Dollar General Corp. (DG:US), the discount retailer acquired by KKR & Co. in 2007, sold $1.3 billion of bonds and is planning to issue $1.9 billion of loans as it seeks to refinance senior secured borrowings.
The company issued $900 million of 3.25 percent, 10-year notes to yield 155 basis points more than similar-maturity Treasuries and $400 million of 1.875 percent, five-year securities at a relative yield of 120 basis points, according to data compiled by Bloomberg. The debt is expected to be rated Baa3, the lowest level of investment grade, by Moody’s Investors Service.
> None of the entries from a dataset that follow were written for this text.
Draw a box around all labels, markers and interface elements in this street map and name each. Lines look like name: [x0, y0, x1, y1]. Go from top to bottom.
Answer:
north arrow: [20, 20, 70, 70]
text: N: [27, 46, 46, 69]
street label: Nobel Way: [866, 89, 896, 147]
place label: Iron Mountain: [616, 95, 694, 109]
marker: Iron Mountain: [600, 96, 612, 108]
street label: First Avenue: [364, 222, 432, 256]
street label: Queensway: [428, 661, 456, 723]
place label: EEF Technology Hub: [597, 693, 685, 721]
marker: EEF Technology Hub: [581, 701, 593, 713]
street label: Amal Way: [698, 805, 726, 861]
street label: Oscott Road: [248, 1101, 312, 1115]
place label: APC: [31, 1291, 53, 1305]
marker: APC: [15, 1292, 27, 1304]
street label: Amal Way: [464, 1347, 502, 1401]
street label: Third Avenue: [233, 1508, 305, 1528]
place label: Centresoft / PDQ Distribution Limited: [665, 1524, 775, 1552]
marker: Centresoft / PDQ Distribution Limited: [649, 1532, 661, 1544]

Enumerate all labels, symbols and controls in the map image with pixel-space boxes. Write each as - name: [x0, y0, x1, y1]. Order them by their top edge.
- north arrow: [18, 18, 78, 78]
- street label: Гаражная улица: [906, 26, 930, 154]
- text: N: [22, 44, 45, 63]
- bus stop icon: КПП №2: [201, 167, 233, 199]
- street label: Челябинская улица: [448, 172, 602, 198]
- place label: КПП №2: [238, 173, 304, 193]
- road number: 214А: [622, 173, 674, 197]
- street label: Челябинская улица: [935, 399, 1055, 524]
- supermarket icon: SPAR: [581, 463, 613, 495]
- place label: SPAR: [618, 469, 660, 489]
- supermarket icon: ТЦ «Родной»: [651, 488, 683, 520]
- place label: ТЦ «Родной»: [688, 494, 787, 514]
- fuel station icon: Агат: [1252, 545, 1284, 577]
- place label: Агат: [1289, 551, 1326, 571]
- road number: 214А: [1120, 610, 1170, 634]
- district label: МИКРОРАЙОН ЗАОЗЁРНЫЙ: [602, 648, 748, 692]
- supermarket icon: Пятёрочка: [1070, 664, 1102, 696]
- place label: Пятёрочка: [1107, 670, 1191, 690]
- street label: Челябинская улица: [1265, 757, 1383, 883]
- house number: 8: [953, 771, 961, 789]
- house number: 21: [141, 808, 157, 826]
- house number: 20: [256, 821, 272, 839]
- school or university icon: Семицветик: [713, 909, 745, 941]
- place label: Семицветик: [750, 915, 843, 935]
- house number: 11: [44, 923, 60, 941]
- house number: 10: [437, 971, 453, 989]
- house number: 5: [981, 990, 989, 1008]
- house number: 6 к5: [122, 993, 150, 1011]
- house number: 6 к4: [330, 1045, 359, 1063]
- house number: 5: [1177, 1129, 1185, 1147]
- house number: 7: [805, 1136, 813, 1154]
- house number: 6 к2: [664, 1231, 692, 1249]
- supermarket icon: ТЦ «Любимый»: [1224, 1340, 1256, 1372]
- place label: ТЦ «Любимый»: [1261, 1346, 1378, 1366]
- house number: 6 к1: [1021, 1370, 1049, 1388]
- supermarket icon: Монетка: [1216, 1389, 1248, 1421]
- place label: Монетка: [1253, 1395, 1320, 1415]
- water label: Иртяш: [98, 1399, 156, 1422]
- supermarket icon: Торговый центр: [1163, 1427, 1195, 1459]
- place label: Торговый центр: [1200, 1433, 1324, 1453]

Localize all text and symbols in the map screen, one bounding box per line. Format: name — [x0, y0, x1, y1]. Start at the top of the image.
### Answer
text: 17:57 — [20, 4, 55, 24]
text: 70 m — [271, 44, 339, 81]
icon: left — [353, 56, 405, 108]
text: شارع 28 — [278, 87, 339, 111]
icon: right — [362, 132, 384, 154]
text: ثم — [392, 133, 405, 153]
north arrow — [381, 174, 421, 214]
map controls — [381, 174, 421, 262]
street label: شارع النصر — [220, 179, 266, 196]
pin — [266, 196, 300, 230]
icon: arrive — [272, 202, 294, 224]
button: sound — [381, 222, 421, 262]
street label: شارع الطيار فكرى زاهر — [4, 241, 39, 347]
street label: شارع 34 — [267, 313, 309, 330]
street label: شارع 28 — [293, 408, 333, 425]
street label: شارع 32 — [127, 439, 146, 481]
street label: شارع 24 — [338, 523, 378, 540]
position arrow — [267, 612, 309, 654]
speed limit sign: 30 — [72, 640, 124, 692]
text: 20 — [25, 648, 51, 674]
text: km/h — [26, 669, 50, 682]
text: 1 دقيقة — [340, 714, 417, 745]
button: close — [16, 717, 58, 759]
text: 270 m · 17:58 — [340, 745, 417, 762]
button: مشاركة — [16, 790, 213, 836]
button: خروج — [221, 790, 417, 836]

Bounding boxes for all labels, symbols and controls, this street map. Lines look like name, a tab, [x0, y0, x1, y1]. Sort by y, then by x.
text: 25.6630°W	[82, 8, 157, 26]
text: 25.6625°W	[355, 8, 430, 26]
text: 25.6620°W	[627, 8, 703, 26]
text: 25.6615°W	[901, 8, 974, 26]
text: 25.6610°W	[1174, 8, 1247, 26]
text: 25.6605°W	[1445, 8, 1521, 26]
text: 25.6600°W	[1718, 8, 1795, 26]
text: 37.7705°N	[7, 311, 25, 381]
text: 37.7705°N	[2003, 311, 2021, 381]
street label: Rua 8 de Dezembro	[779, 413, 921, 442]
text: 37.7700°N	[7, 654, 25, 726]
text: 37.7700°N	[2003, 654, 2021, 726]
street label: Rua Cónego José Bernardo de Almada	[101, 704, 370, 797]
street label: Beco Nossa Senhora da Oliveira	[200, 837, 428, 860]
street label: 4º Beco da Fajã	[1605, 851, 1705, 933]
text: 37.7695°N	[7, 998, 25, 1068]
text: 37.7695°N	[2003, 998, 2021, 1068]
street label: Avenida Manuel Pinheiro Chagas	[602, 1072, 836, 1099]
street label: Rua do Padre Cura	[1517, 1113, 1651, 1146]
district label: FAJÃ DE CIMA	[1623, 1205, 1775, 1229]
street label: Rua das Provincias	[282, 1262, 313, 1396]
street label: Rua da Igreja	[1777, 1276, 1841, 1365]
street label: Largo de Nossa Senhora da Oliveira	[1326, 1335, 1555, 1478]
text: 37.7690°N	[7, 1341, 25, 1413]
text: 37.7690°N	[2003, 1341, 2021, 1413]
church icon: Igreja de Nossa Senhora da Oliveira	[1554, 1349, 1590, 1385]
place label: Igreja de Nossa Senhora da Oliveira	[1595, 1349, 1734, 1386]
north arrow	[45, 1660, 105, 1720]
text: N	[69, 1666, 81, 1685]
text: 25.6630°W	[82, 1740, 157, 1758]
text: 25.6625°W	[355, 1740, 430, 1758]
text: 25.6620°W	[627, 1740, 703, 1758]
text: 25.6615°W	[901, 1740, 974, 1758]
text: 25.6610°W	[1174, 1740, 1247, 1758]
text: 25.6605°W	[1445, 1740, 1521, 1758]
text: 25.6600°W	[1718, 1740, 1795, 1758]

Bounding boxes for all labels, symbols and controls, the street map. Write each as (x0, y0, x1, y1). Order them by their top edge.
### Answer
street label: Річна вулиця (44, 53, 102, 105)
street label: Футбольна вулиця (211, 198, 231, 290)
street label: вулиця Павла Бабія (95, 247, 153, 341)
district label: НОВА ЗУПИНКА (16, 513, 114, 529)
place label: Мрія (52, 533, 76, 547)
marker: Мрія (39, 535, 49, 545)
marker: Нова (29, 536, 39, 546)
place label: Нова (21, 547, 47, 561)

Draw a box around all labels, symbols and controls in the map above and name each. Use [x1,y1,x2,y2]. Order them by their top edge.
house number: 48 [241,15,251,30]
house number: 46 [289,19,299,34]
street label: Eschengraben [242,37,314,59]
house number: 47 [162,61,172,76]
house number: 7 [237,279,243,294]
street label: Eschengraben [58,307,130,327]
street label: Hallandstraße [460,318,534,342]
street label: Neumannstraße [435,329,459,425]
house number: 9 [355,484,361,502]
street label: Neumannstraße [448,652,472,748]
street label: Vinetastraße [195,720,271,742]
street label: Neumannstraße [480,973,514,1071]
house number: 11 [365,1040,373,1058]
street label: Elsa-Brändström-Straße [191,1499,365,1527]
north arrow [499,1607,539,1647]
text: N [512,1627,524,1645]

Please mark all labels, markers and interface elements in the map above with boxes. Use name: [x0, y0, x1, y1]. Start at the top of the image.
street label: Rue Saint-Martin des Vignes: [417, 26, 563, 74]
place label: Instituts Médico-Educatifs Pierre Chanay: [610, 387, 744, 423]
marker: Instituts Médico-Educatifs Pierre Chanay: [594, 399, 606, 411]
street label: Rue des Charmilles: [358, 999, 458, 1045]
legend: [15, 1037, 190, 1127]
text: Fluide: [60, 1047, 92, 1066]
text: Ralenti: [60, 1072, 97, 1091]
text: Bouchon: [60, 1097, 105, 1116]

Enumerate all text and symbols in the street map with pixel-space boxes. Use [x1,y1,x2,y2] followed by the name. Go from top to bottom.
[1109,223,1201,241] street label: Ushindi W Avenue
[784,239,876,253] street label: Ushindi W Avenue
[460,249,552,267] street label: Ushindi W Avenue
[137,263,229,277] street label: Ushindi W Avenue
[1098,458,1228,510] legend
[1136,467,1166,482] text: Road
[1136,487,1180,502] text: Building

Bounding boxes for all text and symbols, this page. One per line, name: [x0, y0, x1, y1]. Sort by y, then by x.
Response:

The bank debt is expected to consist of a $1 billion term loan and an $850 million cash flow-based revolving credit line, each due in five years, Dollar General said today in a statement distributed by Business Wire.
Dollar General, based in Goodlettsville, Tennessee, plans to use proceeds from the term loan and the note sale to pay off a senior secured credit pact and for general corporate purposes, according to the statement.
Bank of America Corp., Citigroup Inc., Goldman Sachs Group Inc., JPMorgan Chase & Co., U.S. Bancorp and Wells Fargo & Co. arranged the note offering, Bloomberg data show.
Dollar General previously sold debt in June, issuing $500 million of 4.125 percent, five-year debentures to yield 340.6 basis points more than benchmarks, Bloomberg data show. The bonds traded at 107.5 cents on the dollar to yield 2.28 percent on March 26, according to Trace, the bond-price reporting system of the Financial Industry Regulatory Authority. A basis point is 0.01 percentage point.
Dollar General had $2.77 billion of total debt as of Feb. 1, including $1.96 billion of loans, $500 million of notes and a $1.2 billion asset-based revolver with $873.4 million available for borrowing, according to a March 25 regulatory filing.
Under a revolver, money can be borrowed again once it’s repaid; in a term loan, it can’t.